What makes this perfect relaxation TV is that you can completely identify with the difficulty of the mundane tasks. Take, for instance, Episode 5's saga of Naoki and his friend Seina, two 3-year-olds who have been charged with picking up snacks and an amulet near Naoki’s family’s toy shop. This seems easy enough, but it requires climbing the 202 steps up to the Shiogama Shrine that would be enough to wipe anyone out.

Noaki is absolutely a relatable king. He uses up all his energy too early, and keeps getting distracted because he wants balloons and toys. Meanwhile, Seina is trying her best to keep him on track. Seina basically is anyone who has ever had to keep their wasted friend in line. Naoki, in this moment, is you. Or how you were the night before you started to watch Old Enough!

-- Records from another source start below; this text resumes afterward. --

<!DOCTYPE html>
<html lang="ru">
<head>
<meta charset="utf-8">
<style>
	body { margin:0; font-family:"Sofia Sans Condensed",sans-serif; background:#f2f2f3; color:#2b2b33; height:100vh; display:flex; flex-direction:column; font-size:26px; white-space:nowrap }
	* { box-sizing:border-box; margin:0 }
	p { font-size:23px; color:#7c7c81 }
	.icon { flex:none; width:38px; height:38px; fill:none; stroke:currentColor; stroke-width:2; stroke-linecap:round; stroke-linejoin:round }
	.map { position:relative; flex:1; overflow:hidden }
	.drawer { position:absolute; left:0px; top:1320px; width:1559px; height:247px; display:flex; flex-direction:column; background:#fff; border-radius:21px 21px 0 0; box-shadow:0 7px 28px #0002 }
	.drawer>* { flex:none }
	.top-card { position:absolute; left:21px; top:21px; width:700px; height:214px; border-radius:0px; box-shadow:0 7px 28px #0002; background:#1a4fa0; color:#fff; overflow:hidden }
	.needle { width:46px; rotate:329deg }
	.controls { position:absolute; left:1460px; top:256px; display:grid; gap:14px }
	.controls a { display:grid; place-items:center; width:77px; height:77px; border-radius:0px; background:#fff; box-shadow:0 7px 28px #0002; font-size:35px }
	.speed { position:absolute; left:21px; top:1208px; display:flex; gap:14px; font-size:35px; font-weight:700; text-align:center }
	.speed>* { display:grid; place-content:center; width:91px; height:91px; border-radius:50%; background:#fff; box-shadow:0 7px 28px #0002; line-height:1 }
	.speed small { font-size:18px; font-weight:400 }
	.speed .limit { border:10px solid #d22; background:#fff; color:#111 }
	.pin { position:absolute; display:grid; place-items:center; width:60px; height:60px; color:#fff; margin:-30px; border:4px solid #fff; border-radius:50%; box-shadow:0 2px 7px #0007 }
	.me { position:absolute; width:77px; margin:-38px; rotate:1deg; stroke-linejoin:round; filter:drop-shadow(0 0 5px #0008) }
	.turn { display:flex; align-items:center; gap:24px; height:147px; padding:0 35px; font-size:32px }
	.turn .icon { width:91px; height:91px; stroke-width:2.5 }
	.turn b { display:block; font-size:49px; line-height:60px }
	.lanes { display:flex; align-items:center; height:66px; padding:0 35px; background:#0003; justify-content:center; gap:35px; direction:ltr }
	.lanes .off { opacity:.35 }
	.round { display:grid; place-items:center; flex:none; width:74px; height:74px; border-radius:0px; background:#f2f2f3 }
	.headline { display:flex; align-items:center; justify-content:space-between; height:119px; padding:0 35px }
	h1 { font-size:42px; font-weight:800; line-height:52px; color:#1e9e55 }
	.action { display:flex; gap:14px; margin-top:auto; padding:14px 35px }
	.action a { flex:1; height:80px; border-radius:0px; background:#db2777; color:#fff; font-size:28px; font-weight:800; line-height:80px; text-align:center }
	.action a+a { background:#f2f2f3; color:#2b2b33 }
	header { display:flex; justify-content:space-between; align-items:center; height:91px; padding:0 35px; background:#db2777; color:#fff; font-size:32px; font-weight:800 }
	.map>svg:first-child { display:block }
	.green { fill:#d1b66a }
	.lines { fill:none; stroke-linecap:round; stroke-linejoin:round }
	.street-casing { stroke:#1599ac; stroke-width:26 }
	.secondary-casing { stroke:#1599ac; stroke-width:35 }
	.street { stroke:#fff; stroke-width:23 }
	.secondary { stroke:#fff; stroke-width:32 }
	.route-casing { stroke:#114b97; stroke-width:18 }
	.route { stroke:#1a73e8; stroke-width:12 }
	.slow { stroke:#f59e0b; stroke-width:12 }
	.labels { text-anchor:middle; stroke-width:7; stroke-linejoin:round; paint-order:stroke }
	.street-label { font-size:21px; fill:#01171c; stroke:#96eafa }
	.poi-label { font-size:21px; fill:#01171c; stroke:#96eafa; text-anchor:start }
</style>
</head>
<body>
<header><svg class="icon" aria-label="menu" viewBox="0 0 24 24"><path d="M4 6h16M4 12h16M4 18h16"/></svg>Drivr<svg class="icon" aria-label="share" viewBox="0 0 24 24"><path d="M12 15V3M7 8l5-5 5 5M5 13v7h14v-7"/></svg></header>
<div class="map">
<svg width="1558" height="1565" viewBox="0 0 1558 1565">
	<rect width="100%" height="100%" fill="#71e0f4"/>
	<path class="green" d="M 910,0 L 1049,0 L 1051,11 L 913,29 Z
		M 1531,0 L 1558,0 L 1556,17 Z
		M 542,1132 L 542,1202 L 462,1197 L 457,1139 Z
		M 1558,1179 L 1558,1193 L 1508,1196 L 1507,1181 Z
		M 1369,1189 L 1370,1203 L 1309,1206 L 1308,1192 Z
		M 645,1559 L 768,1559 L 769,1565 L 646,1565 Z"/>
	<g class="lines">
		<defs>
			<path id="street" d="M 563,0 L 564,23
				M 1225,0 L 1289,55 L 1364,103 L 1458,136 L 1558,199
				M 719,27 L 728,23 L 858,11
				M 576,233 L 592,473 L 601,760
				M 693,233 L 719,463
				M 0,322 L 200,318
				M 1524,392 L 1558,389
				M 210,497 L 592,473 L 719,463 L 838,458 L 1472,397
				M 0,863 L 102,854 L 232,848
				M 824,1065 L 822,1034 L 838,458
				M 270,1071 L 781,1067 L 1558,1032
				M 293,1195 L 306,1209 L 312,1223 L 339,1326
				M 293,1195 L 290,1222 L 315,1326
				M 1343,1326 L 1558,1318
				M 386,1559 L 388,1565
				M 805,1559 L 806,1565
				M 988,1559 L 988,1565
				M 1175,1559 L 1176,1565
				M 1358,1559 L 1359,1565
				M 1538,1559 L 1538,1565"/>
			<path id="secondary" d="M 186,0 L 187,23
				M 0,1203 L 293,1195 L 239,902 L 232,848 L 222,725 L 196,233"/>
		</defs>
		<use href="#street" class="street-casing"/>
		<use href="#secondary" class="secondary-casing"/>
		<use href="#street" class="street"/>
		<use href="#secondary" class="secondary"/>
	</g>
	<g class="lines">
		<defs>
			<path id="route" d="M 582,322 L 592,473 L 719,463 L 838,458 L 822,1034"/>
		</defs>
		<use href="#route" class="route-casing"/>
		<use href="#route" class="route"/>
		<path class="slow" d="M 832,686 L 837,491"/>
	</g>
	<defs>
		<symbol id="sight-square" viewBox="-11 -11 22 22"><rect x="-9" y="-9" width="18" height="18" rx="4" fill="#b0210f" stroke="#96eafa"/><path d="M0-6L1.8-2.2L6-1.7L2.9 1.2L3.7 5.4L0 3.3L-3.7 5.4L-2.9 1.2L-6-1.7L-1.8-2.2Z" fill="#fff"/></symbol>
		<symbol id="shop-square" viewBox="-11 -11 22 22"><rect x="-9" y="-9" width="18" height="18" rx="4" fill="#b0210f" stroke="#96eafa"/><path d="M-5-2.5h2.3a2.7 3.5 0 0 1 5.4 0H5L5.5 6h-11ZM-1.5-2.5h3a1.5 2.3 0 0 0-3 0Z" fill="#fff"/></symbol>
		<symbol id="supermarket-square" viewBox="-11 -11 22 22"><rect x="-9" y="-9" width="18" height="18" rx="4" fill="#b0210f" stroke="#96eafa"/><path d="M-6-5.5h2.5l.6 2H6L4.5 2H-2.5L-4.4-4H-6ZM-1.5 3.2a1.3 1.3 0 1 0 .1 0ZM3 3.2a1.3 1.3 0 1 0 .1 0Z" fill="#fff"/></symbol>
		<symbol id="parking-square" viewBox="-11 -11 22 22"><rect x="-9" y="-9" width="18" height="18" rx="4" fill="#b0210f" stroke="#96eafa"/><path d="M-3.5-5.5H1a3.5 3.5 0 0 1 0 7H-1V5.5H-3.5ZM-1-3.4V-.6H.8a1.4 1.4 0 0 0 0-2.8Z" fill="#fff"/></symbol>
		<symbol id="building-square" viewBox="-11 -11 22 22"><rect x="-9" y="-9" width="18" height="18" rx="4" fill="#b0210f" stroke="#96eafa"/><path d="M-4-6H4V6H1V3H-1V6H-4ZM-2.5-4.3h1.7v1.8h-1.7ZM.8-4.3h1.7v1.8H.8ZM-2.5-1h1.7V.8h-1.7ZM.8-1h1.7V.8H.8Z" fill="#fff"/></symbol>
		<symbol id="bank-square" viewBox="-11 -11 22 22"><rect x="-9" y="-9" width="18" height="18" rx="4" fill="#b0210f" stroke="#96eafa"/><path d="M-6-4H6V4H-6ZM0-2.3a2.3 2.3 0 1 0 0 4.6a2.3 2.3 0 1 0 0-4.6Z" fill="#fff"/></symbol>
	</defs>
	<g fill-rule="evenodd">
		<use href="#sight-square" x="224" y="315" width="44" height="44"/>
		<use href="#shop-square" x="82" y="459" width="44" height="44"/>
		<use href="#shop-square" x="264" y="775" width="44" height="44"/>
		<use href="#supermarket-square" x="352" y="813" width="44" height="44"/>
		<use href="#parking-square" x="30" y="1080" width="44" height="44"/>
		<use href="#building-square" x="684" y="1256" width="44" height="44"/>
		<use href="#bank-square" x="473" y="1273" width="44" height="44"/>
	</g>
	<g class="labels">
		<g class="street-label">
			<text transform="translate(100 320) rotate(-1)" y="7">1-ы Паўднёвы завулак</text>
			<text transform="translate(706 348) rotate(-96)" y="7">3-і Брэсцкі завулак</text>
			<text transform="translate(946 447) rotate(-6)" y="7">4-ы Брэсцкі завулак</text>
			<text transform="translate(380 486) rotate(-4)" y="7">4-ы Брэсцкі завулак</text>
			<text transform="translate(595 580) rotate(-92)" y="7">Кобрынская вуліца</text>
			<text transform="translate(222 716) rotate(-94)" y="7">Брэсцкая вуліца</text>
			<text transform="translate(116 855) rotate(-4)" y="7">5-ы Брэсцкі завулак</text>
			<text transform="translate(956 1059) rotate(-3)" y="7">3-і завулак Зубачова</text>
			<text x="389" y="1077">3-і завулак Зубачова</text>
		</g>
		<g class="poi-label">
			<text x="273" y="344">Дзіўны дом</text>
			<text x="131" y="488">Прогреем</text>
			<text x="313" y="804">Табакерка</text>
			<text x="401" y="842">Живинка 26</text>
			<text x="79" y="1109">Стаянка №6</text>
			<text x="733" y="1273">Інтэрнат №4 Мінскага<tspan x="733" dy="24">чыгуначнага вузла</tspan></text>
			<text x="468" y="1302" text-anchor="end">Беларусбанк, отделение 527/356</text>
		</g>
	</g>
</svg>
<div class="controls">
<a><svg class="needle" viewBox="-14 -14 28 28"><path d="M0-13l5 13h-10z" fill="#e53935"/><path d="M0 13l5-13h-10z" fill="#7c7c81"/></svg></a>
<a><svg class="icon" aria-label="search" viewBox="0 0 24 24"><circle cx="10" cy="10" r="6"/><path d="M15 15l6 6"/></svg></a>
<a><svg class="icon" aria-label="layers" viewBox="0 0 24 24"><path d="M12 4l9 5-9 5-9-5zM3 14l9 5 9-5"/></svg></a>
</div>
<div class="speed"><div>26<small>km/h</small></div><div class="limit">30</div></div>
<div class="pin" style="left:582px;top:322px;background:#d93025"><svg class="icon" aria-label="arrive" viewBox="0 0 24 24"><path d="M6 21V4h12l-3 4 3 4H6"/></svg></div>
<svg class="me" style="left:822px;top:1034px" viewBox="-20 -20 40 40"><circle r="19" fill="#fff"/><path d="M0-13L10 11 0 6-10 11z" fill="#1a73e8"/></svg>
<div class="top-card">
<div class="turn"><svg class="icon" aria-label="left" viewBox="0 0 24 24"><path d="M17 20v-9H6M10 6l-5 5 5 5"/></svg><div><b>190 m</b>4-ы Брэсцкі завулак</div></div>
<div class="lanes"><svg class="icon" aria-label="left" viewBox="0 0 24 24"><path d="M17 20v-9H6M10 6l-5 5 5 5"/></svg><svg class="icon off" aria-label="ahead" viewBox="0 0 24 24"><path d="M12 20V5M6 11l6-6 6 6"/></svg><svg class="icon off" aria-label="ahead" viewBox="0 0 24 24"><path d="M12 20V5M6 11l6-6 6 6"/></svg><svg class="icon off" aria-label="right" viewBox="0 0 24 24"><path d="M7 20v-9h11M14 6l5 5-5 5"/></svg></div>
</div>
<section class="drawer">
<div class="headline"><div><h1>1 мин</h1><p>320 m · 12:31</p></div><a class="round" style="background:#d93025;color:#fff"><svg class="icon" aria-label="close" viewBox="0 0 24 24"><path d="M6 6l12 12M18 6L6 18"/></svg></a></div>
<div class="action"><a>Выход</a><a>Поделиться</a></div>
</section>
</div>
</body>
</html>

Toshiyuki Shiomi, a professor at Shiraume Gakuen University in Tokyo, told the New York Times that Old Enough! has roots in Japanese traditions, which encourage independence and participation in household tasks. “It’s a typical way of raising children in Japan and symbolic of our cultural approach, which can be surprising for people from other countries,” Shiomi said. Of course, it’s also extremely cute. The parents are almost as equally nervous as their offspring, fretting on behalf of their toddler that they won't be able to remember all that's ahead of them. But the grown-ups who encounter these lone youngsters tend to be extremely encouraging, often stuffing their change and receipts in their tiny purses, and you want to cheer them on too.

Old Enough! is both extremely engaging—you get invested in the activities—and a salve. When you just can’t watch anything else, it’s perfect.